In signs that the RBA’s aggressive approach to monetary policy is making an impact, CoreLogic’s Home Value Index reveals national dwelling values fell -1.0 percent in November, marking the smallest monthly decline since June.

The drop represents a -7.0 percent decline – or about $53,400 –  since the peak value recorded in April 2022. Research director at CoreLogic, Tim Lawless, said the Sydney and Melbourne markets are leading the way, with the capital cities experiencing the most significant falls. But it’s not all bad news for homeowners.

“Three months ago, Sydney housing values were falling at the monthly rate of -2.3 percent,” he said. “That has now reduced by a full percentage point to a decline of -1.3 percent in November.  In July, Melbourne home values were down -1.5 percent over the month, with the monthly decline almost halving last month to -0.8%.”

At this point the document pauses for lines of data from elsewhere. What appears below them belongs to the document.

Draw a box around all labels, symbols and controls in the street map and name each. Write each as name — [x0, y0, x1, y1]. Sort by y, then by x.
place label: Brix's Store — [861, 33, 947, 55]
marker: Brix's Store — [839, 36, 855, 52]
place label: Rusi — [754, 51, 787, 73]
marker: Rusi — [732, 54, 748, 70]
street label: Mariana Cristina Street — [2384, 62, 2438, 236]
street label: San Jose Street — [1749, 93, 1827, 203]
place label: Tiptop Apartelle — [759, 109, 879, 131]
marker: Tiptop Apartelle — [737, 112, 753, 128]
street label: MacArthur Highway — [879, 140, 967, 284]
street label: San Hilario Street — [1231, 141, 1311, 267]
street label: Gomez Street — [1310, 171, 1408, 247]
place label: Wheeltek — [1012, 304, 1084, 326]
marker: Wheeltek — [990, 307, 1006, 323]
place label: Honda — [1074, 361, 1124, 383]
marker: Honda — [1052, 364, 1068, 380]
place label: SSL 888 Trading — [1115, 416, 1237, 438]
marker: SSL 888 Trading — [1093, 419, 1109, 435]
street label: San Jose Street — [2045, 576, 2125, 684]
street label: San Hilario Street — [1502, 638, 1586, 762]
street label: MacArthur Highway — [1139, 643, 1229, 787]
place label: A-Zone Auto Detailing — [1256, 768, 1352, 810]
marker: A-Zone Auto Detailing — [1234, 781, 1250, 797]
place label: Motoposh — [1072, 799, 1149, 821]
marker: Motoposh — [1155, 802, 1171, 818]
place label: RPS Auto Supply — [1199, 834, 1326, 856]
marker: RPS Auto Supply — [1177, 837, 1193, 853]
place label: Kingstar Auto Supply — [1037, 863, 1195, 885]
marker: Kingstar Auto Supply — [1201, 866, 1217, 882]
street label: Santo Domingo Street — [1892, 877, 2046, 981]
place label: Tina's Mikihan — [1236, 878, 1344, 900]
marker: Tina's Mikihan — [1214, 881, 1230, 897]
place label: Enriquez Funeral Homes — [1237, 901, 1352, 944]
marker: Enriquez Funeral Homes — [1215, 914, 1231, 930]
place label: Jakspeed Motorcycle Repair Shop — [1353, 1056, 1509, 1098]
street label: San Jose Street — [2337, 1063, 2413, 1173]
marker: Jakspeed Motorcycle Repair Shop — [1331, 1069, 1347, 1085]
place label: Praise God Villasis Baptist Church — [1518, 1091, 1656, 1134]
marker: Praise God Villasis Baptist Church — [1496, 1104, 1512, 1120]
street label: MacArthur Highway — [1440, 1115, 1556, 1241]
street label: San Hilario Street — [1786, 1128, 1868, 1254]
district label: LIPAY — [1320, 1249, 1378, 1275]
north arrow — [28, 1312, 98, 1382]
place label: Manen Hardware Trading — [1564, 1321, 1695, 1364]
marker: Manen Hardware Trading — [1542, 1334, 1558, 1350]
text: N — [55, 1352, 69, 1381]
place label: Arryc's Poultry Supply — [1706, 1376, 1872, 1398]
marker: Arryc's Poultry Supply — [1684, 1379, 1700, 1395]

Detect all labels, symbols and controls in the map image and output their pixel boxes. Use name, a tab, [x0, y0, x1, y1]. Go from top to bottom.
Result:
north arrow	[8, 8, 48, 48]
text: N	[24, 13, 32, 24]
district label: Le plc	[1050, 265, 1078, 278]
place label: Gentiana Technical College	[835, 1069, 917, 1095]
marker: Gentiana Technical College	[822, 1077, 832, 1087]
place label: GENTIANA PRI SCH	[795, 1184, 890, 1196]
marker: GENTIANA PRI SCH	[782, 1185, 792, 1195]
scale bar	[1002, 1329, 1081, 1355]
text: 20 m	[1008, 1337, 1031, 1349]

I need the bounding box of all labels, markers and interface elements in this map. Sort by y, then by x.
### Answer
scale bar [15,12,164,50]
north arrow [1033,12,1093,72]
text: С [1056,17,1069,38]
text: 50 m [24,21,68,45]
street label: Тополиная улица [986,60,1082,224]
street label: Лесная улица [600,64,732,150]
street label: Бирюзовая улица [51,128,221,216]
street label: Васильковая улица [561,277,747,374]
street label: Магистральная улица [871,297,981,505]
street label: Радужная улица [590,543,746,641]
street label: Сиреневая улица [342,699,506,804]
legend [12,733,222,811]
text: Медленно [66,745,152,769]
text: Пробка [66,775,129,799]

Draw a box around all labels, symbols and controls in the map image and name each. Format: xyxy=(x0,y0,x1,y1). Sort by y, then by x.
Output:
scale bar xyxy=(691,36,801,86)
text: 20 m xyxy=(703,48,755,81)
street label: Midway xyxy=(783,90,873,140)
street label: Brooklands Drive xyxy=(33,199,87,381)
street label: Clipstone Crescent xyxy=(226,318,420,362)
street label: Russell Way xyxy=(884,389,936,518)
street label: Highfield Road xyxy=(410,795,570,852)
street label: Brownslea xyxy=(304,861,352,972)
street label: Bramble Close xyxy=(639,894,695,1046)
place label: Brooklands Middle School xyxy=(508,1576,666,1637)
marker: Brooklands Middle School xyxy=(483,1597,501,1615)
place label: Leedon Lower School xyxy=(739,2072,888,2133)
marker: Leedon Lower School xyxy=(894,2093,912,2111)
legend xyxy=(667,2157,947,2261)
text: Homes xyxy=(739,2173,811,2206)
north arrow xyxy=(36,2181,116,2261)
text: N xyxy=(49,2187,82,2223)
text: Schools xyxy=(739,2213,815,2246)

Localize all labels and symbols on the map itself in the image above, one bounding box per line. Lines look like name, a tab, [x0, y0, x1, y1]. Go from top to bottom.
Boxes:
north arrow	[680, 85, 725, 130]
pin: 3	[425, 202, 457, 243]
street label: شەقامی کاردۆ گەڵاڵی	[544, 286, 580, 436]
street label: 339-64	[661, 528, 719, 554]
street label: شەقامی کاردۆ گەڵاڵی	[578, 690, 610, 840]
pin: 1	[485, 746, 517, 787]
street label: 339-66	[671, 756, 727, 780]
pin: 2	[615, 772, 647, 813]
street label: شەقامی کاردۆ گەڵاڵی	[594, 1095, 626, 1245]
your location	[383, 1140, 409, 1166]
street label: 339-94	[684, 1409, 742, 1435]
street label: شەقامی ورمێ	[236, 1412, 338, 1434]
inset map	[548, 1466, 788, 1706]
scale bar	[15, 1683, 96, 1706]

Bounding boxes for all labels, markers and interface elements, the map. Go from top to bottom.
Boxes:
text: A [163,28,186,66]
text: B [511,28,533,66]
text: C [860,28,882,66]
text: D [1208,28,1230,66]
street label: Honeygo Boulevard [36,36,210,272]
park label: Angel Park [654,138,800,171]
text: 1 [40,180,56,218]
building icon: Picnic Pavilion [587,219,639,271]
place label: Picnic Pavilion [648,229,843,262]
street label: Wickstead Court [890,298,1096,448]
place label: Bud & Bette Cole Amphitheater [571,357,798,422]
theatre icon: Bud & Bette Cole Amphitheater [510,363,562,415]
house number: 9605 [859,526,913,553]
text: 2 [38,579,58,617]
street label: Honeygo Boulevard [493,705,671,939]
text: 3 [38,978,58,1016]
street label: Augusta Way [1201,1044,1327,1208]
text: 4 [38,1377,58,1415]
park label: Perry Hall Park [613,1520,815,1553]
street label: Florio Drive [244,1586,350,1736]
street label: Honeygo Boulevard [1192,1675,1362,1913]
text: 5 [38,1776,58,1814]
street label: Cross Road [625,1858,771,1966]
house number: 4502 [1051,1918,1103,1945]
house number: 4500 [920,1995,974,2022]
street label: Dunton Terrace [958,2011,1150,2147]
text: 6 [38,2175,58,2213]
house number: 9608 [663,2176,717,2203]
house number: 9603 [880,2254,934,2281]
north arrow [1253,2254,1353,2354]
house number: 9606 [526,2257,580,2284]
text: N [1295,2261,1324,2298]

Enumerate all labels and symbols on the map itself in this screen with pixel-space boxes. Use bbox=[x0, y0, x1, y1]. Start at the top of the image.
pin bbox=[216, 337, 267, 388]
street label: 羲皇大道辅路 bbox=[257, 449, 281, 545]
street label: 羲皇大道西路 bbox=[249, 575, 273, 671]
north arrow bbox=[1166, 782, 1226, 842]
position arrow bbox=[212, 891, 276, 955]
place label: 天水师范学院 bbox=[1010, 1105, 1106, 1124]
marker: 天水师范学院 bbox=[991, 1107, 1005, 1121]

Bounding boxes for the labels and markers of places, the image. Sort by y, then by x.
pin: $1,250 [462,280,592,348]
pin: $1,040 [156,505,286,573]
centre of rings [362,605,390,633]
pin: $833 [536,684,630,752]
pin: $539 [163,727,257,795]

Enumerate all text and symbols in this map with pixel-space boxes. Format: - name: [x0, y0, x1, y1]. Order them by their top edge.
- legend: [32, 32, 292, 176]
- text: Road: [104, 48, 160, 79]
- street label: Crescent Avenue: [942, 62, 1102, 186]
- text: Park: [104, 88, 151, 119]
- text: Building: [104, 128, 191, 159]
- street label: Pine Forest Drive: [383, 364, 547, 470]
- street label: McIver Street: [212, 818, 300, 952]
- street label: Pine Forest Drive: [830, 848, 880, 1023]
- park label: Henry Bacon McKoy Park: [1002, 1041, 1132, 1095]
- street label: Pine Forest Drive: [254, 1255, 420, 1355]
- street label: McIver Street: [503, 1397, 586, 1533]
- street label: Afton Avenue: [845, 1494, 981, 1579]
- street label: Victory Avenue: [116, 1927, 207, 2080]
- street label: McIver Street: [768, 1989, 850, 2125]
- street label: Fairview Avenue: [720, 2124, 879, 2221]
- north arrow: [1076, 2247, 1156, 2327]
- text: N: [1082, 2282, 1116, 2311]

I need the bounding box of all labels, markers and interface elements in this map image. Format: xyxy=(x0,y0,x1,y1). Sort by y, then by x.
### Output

The rate of decline has also slowed in the smaller capitals, he said.  

“Potentially we are seeing the initial uncertainty around buying in a higher interest rate environment wearing off, while persistently low advertised stock levels have likely contributed to this trend towards smaller value falls,” Mr Lawless said. “However, it’s fair to say housing risk remains skewed to the downside while interest rates are still rising and household balance sheets become more thinly stretched.” 

The RBA has raised the cash rate from 0.10 in April  to 2.85 in November. The board is due to meet again next week, with most experts still predicting a further increase in the cash rate of 25 basis points despite the fall in house values.

Mr Lawless said if interest rates continue to increase, there is potential for declines to ‘reaccelerate’.

“Next year will be a particular test of serviceability and housing market stability, as the record-low fixed rate terms secured in 2021 start to expire,” Mr Lawless said.

Statistics released by the Australian Bureau of Statistics this week also reveal a slowdown in the rate of inflation last month, as higher mortgage repayments and cost of living pressures bite into household budgets.

However, ABS data reveals ongoing labour shortages and high levels of construction continues to fuel higher prices for new housing, although the rate of price growth eased in September and October.